Paper Structure (15 sections, 5 figures, 4 tables)

This paper contains 15 sections, 5 figures, 4 tables.

Figures (5)

  • Figure 1: Hypothetical semantic similarities of sentences A, B, and C.
  • Figure 2: The figure shows an example of how a sentence and questions were presented to humans to rate on a 10-point Likert scale.
  • Figure 3: Human participants and LLMs rated all sentences on a 10-point Likert scale. In (a), ratings were aggregated by sentence category (e.g., idiomatic sentences) for humans and models, and Pearson correlations were computed between category-level mean ratings across the 40 dimensions (questions)($1\times40$) to assess surface-level alignment. In (b), sentence-level ratings across all categories (e.g., Gen Z slang “The food is gas” and idiomatic “My arm broke me”) were used to compute pairwise Euclidean distances across 40-dimensional rating vectors, yielding a $240 \times240$ representational dissimilarity matrix.
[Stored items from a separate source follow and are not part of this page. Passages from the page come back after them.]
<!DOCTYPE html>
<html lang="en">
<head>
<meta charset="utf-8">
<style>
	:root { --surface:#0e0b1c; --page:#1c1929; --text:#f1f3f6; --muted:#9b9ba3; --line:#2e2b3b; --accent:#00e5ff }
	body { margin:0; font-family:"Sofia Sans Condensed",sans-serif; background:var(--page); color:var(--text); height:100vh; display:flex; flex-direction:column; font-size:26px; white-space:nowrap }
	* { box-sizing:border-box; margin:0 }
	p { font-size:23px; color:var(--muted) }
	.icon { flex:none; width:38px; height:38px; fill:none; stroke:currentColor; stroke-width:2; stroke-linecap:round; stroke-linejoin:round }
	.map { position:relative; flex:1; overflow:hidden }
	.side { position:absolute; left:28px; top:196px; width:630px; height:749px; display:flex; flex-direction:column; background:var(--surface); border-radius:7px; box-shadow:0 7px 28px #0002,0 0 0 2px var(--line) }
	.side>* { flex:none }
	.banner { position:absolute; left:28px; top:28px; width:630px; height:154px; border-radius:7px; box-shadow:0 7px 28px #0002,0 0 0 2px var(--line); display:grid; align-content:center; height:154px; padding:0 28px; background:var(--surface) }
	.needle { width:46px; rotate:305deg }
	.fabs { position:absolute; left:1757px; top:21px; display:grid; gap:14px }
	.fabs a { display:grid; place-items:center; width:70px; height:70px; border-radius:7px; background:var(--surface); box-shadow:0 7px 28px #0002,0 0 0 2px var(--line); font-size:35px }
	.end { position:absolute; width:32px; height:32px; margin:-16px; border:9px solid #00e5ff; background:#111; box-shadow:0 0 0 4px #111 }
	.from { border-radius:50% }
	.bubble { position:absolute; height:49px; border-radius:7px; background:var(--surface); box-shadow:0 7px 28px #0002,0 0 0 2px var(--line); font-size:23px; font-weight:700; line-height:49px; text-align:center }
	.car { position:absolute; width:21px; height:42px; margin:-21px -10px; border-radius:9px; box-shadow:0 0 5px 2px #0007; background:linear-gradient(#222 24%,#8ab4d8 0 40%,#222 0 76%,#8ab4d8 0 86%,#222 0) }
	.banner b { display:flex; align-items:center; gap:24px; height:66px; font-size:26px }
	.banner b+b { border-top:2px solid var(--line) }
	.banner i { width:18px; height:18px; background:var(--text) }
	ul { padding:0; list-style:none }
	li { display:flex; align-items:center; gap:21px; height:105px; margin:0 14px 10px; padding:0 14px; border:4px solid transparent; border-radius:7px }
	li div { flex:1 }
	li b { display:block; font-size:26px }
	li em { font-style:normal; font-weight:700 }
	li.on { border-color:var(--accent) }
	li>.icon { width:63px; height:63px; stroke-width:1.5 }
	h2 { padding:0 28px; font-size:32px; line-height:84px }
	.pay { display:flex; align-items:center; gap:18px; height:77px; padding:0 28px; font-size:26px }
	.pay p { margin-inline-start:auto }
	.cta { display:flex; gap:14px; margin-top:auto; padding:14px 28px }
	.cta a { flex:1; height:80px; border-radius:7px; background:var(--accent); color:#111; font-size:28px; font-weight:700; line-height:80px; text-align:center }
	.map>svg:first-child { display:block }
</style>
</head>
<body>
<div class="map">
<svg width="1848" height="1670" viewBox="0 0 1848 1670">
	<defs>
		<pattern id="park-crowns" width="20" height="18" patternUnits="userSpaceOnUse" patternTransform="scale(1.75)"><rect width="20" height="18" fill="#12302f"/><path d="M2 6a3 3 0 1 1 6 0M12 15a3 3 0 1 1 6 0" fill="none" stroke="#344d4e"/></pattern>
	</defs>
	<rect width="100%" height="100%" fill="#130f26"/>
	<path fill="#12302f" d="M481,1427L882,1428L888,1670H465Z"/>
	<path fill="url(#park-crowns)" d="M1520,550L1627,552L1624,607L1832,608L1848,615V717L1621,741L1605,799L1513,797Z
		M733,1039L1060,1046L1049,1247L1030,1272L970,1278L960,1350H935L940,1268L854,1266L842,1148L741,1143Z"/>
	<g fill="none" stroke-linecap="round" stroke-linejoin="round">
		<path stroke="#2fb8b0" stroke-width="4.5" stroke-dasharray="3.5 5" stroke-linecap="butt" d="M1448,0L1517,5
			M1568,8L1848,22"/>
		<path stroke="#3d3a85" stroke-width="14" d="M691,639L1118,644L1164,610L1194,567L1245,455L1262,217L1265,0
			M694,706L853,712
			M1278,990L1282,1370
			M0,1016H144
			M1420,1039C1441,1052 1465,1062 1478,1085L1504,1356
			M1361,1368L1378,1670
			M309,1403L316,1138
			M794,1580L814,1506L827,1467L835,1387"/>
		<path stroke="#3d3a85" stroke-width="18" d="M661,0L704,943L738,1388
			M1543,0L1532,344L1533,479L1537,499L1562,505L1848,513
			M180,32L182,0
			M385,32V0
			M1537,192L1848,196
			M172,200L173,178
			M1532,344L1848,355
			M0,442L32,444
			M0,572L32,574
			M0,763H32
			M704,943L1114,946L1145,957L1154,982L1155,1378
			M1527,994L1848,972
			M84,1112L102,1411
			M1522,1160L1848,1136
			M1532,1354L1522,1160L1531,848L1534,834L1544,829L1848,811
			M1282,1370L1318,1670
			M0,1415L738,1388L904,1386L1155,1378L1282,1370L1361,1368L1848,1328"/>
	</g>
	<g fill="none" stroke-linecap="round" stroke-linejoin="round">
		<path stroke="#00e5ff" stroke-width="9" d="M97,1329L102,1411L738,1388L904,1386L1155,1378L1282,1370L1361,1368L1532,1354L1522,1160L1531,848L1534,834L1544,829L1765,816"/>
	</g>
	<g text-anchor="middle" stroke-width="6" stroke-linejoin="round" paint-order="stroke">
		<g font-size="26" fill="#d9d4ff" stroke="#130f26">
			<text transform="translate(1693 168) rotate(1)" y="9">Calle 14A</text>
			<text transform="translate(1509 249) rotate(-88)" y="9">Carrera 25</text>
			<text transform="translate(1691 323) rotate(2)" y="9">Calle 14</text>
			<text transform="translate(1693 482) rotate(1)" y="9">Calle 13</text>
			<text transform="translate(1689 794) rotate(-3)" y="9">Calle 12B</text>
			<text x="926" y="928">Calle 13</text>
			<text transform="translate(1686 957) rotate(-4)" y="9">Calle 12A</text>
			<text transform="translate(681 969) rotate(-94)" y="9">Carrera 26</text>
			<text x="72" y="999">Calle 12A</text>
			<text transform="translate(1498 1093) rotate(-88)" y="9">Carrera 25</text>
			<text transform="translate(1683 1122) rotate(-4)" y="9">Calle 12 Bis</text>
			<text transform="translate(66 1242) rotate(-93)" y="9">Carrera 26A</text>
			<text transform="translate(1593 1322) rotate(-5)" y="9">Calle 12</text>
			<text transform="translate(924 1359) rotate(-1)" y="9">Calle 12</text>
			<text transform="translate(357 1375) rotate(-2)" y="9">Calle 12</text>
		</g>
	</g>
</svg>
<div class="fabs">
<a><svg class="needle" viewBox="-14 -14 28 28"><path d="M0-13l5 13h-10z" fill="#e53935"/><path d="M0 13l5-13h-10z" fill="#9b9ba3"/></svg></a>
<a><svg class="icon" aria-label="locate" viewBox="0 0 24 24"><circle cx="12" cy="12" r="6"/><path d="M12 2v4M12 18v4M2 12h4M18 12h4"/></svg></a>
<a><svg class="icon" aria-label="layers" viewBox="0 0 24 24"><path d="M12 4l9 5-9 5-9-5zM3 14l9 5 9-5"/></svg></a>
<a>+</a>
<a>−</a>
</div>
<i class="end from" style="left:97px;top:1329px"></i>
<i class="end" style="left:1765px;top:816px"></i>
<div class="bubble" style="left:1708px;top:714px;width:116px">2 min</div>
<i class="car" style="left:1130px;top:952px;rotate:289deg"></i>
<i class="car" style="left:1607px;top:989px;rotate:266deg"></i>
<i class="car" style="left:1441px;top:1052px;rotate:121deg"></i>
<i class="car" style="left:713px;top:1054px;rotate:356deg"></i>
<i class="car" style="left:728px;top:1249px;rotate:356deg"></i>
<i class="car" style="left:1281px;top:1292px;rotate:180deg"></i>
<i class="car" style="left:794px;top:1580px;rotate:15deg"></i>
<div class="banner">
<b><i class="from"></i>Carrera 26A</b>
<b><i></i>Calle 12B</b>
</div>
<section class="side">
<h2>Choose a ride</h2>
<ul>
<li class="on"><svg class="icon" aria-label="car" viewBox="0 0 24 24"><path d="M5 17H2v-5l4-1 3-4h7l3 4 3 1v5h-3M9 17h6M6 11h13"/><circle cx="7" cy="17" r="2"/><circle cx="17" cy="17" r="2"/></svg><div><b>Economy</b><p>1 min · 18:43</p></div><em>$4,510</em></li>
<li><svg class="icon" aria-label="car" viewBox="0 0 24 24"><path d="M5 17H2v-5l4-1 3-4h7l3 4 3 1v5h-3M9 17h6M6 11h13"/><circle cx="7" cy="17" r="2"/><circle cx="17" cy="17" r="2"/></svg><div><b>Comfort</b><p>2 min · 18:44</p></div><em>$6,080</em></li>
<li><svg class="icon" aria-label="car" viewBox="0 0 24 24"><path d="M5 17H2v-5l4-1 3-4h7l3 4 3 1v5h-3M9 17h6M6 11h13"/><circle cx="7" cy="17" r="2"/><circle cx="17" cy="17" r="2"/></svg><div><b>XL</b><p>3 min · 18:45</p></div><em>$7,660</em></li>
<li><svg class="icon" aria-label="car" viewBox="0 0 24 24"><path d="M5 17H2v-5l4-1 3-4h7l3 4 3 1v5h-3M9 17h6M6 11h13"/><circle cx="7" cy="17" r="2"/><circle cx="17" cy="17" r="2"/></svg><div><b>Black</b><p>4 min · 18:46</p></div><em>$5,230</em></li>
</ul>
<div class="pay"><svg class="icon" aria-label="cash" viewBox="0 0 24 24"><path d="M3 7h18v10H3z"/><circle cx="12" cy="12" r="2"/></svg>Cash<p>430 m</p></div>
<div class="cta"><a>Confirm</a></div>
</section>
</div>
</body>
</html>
Representational alignment between humans and models was assessed by correlating the upper-triangular entries of their matrices, with correlations reported separately for each sentence category.
  • Figure 4: The Surface-level similarity (a, c) and Representational similarity (b, d) analyses among humans and models for sensible and non-sensible sentences across Study 1.
  • Figure 5: The Surface-level similarity (a, c) and Representational Similarity (b, d) analyses among humans and models for sensible and non-sensible sentences across Study 2.